### [Record set]
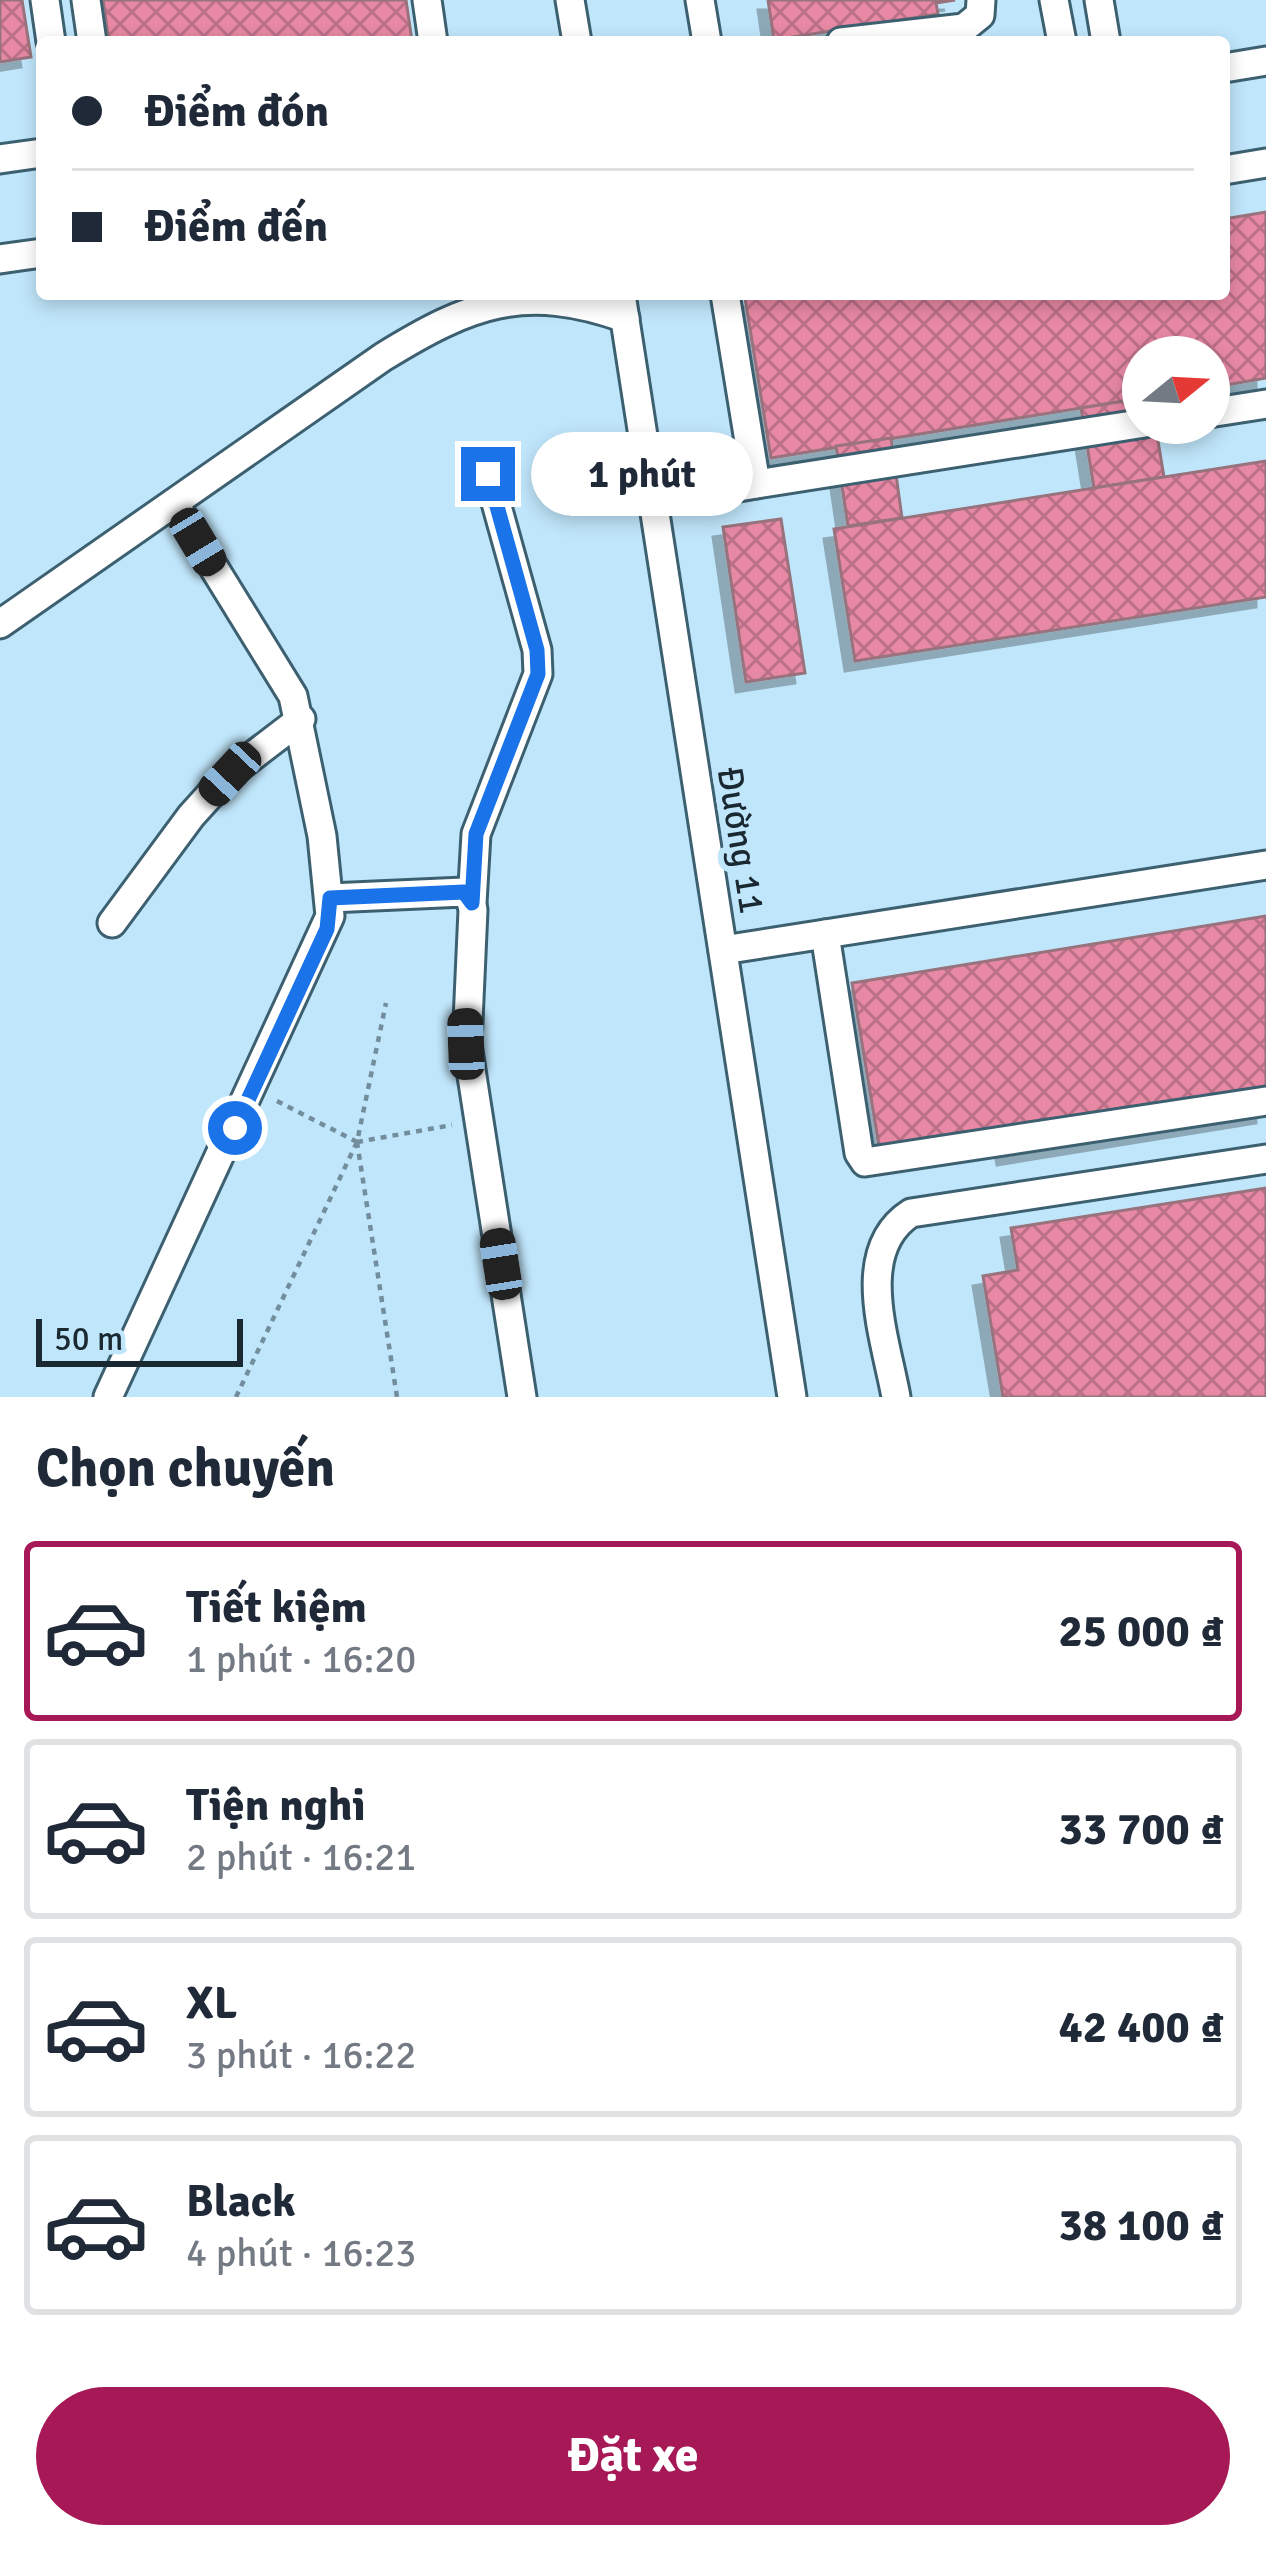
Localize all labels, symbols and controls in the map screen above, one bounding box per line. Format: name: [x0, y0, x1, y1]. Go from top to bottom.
text: Điểm đón: [144, 84, 329, 139]
text: Điểm đến: [144, 199, 328, 254]
north arrow: [1122, 336, 1230, 444]
map controls: [1122, 336, 1230, 444]
callout: 1 phút: [530, 432, 752, 516]
route end: [461, 447, 515, 501]
text: 1 phút: [588, 450, 696, 498]
car: [164, 502, 232, 582]
car: [192, 735, 268, 813]
street label: Đường 11: [707, 764, 774, 917]
car: [447, 1007, 485, 1081]
route start: [208, 1101, 262, 1155]
car: [478, 1226, 524, 1302]
scale bar: [36, 1313, 243, 1366]
text: 50 m: [54, 1319, 123, 1360]
text: Chọn chuyến: [36, 1435, 335, 1502]
icon: car: [42, 1577, 150, 1685]
text: Tiết kiệm: [186, 1580, 367, 1635]
text: 25 000 ₫: [1058, 1604, 1224, 1659]
text: 1 phút · 16:20: [186, 1635, 416, 1683]
icon: car: [42, 1775, 150, 1883]
text: Tiện nghi: [186, 1778, 366, 1833]
text: 33 700 ₫: [1058, 1802, 1224, 1857]
text: 2 phút · 16:21: [186, 1833, 416, 1881]
icon: car: [42, 1973, 150, 2081]
text: XL: [186, 1976, 237, 2031]
text: 42 400 ₫: [1058, 2000, 1224, 2055]
text: 3 phút · 16:22: [186, 2031, 416, 2079]
icon: car: [42, 2171, 150, 2279]
text: Black: [186, 2174, 296, 2229]
text: 38 100 ₫: [1058, 2198, 1224, 2253]
text: 4 phút · 16:23: [186, 2229, 416, 2277]
button: Đặt xe: [36, 2387, 1230, 2525]

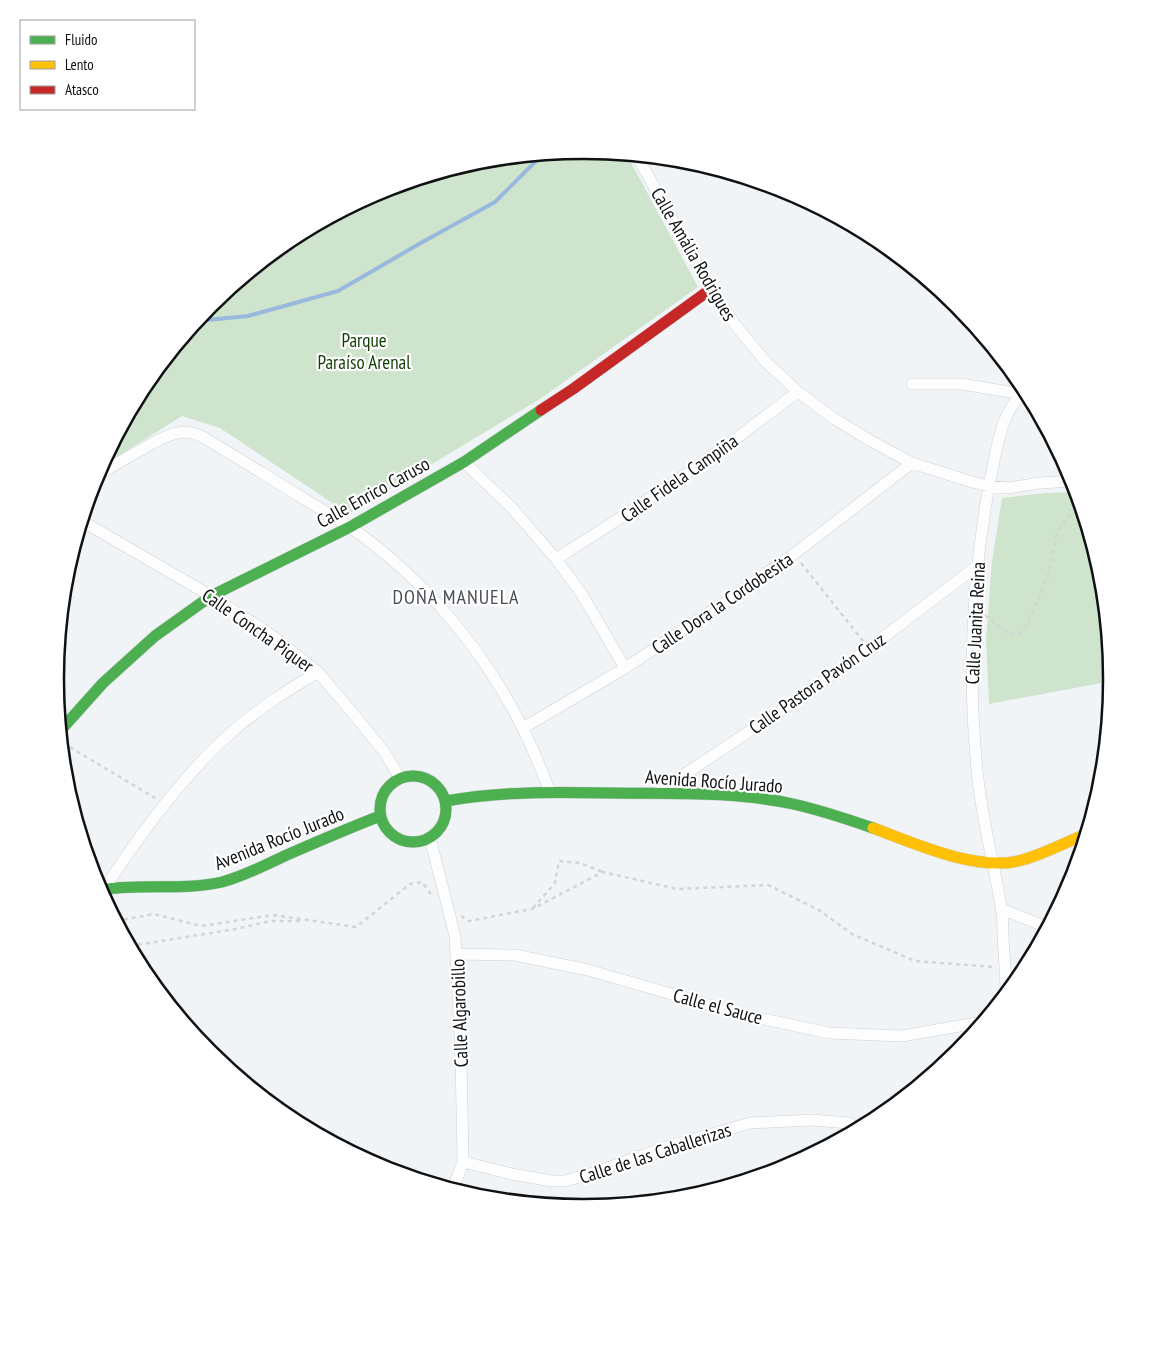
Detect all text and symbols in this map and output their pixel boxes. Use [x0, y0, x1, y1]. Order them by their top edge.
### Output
legend [20, 20, 195, 110]
text: Fluido [65, 30, 97, 49]
text: Lento [65, 55, 94, 74]
text: Atasco [65, 80, 99, 99]
street label: Calle Amália Rodrigues [646, 183, 742, 325]
park label: Parque Paraíso Arenal [317, 328, 411, 374]
street label: Calle Fidela Campiña [616, 429, 742, 527]
street label: Calle Enrico Caruso [312, 451, 434, 533]
street label: Calle Dora la Cordobesita [647, 547, 797, 659]
street label: Calle Juanita Reina [960, 561, 990, 685]
street label: Calle Concha Piquer [198, 583, 319, 678]
district label: DOÑA MANUELA [392, 584, 520, 610]
street label: Calle Pastora Pavón Cruz [744, 627, 890, 739]
street label: Avenida Rocío Jurado [644, 764, 784, 798]
street label: Avenida Rocío Jurado [211, 801, 347, 875]
street label: Calle Algarobillo [445, 958, 473, 1068]
street label: Calle el Sauce [671, 983, 765, 1029]
street label: Calle de las Caballerizas [576, 1117, 734, 1189]

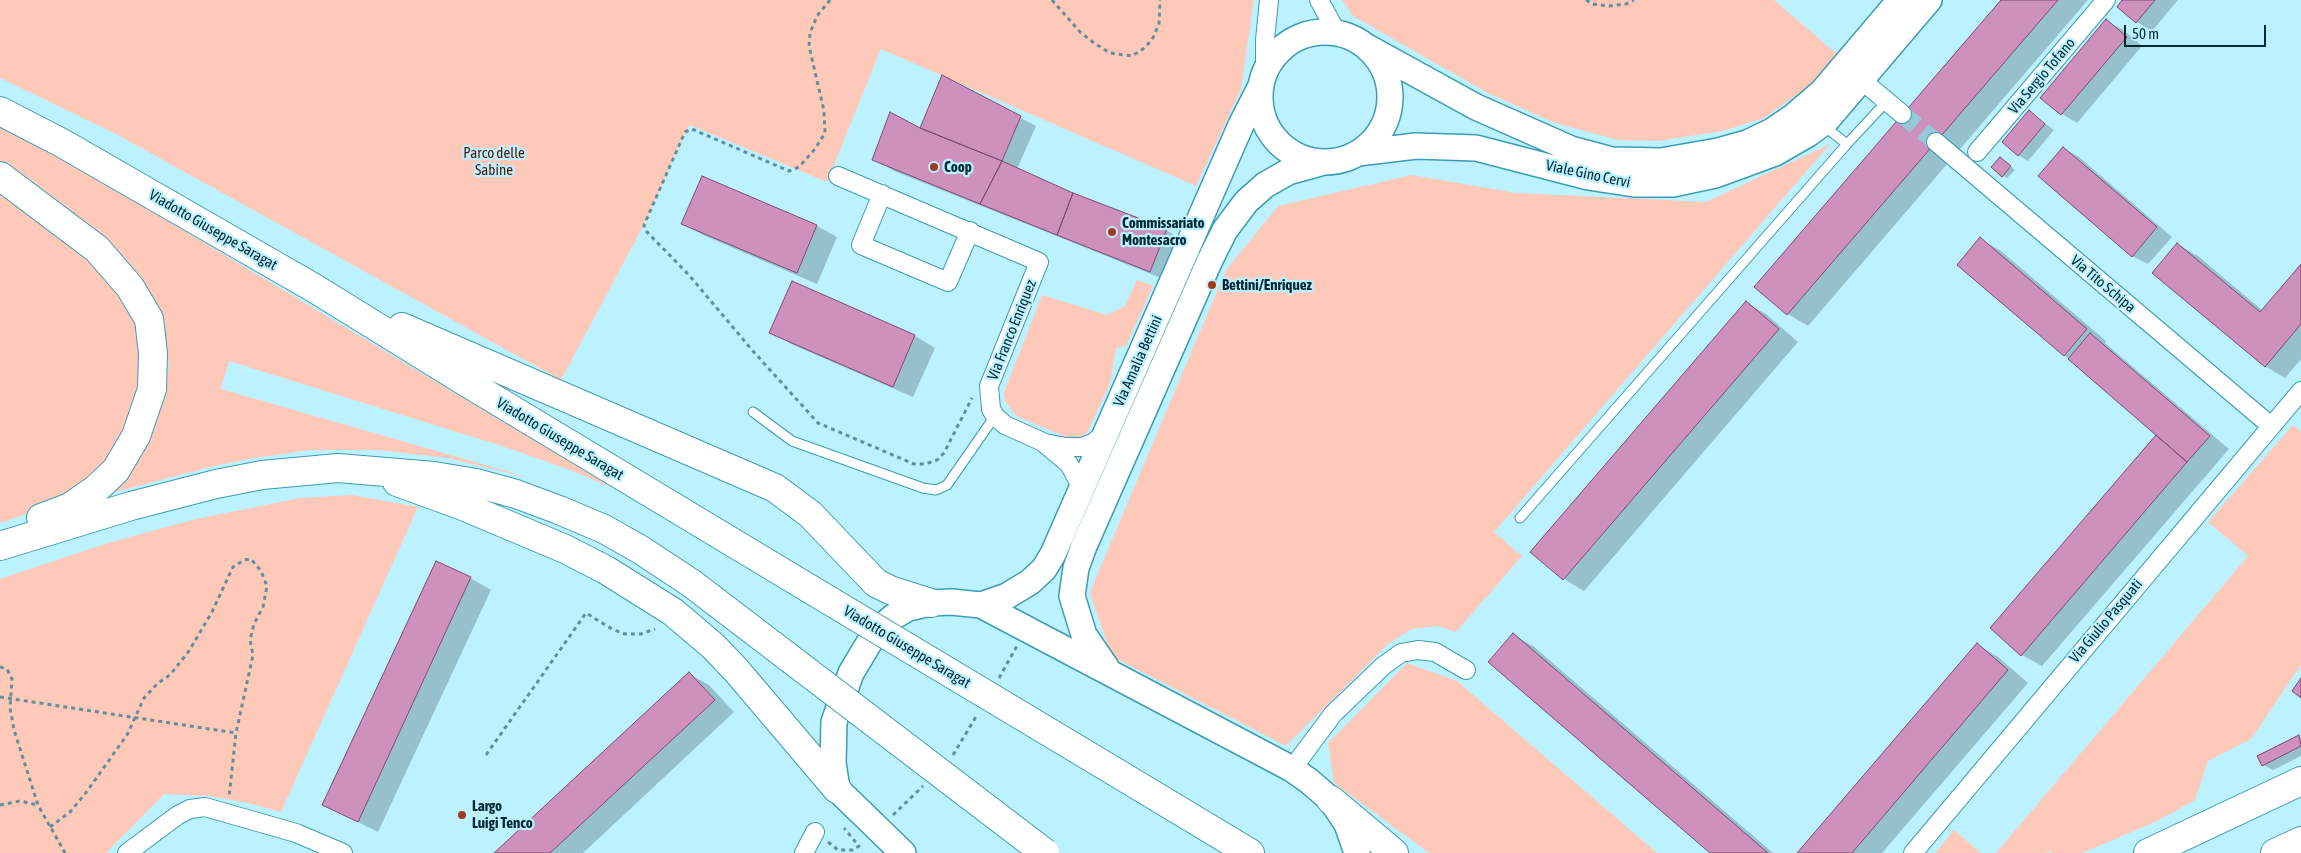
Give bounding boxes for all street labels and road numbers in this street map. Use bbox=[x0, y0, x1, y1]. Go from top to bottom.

### [Exercise]
Using the data above, count the lines where "boxes" appears. Reply with the number only.

### [Written reply]
2